§ **DATASET RECORDS**
┄┄┄┄┄┄┄┄┄┄┄┄┄┄┄┄┄┄┄┄

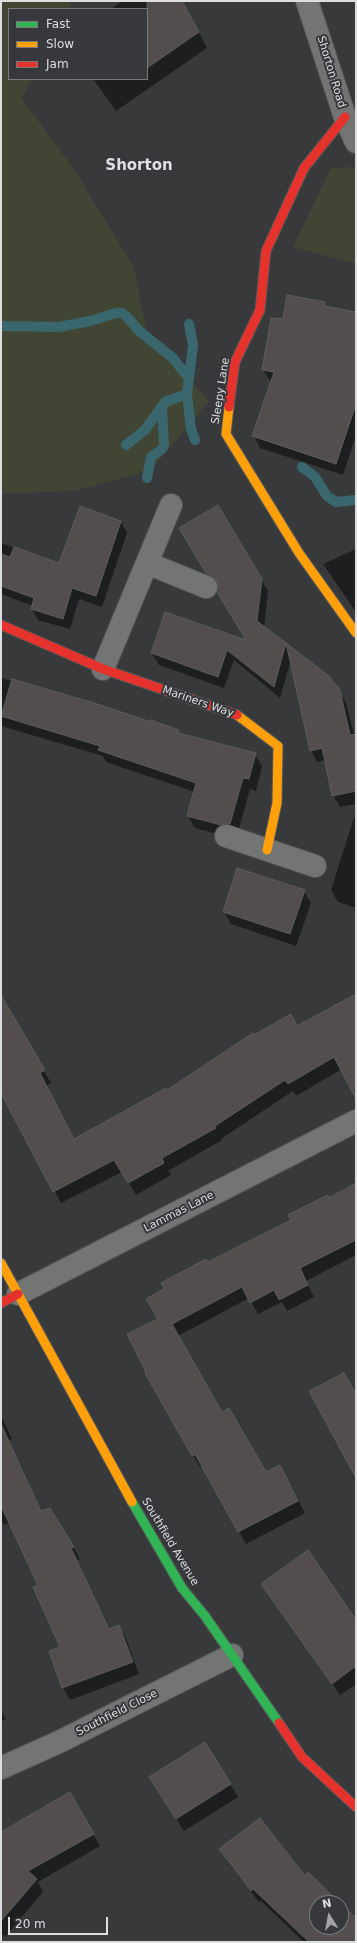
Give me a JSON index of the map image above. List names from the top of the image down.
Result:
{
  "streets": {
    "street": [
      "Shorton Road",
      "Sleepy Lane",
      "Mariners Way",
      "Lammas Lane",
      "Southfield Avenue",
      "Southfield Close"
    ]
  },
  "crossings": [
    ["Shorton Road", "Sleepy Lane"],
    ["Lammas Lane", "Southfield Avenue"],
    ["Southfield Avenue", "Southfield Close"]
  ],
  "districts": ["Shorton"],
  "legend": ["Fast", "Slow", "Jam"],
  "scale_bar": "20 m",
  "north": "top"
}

┄┄┄┄┄┄┄┄┄┄┄┄┄┄┄┄┄┄┄┄

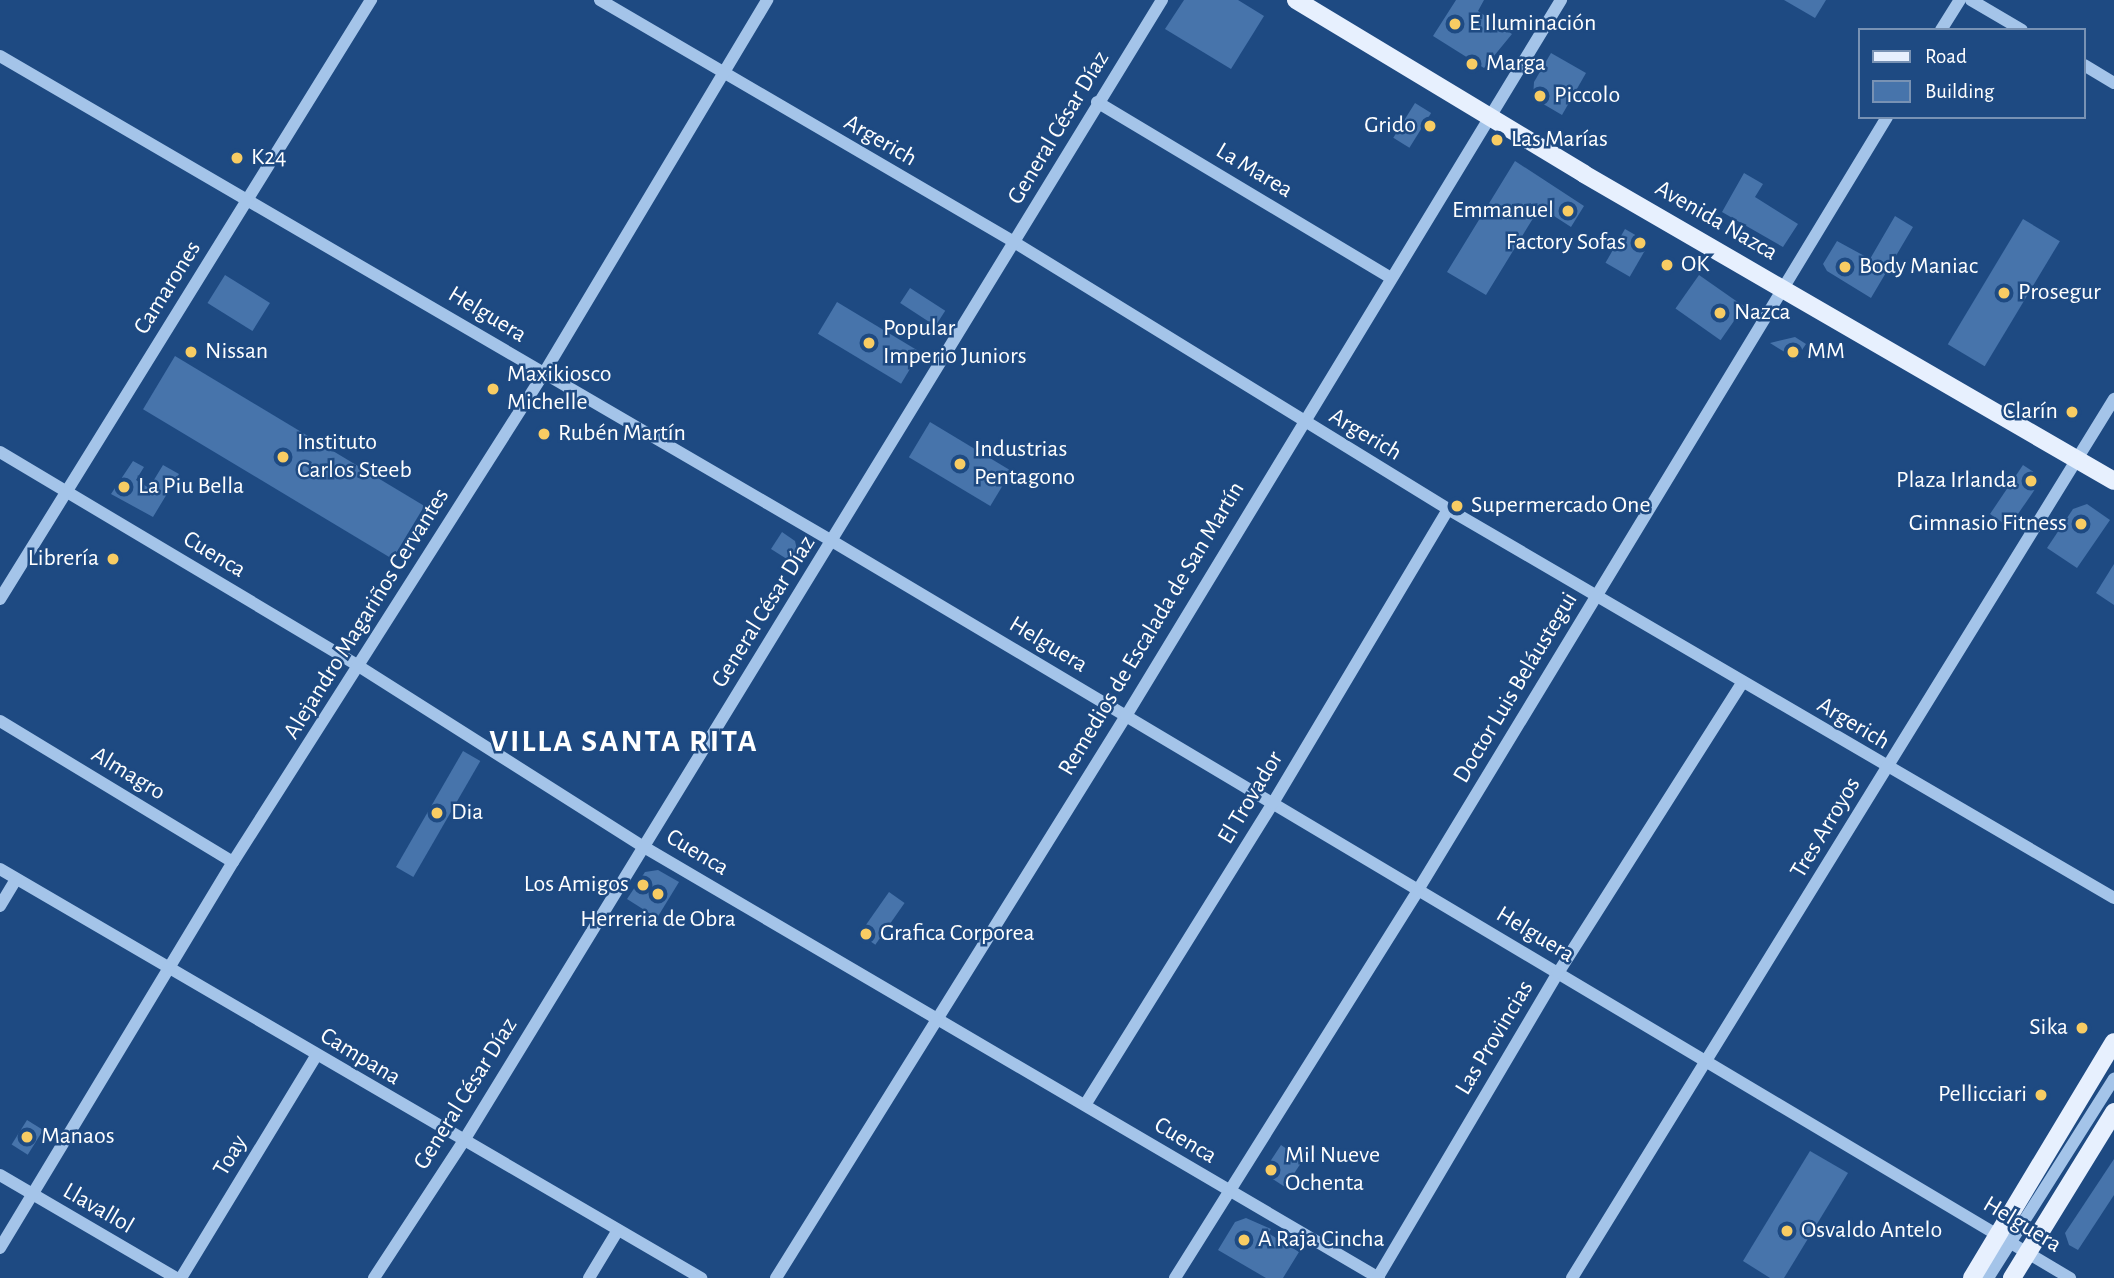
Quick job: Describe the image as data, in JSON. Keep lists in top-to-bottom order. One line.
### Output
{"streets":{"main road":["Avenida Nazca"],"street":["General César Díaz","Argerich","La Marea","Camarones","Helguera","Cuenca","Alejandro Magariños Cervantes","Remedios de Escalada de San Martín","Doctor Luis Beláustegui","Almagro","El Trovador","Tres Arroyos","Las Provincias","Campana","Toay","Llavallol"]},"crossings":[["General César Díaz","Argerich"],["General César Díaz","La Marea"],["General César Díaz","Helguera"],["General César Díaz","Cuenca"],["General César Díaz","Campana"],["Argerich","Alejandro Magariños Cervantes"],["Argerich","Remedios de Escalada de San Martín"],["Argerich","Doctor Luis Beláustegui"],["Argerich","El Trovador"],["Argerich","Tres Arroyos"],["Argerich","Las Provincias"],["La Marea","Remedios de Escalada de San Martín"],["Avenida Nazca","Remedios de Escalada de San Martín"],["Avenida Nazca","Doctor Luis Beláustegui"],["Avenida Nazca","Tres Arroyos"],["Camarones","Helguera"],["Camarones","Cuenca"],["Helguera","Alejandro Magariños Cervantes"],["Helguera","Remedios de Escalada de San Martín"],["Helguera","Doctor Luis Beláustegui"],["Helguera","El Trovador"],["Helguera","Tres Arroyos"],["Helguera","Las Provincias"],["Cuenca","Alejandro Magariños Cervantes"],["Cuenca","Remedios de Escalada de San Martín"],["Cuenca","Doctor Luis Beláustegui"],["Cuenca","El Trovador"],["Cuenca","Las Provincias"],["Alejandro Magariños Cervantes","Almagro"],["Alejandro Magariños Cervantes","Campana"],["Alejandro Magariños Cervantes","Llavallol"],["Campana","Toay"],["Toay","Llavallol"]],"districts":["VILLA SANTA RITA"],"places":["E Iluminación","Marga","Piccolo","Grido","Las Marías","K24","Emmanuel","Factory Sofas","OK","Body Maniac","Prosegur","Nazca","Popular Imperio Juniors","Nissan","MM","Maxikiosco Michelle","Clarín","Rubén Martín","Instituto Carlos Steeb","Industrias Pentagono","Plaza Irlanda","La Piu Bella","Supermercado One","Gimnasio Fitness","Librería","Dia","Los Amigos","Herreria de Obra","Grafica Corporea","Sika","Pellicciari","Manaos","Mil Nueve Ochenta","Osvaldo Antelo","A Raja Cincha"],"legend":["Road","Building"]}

┄┄┄┄┄┄┄┄┄┄┄┄┄┄┄┄┄┄┄┄

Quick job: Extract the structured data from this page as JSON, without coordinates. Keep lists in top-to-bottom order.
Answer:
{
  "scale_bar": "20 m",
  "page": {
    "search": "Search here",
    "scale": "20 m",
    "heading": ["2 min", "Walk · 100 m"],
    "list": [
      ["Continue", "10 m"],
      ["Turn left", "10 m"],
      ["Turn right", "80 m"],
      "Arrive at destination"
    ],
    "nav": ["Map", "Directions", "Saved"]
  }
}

┄┄┄┄┄┄┄┄┄┄┄┄┄┄┄┄┄┄┄┄

§ **ACTION ITEM**
Where does the string "JSON" appear in the records above? Return every line that holds it.

§ **EXERCISE RESULT**
Give me a JSON index of the map image above. List names from the top of the image down.
Quick job: Describe the image as data, in JSON. Keep lists in top-to-bottom order. One line.
Quick job: Extract the structured data from this page as JSON, without coordinates. Keep lists in top-to-bottom order.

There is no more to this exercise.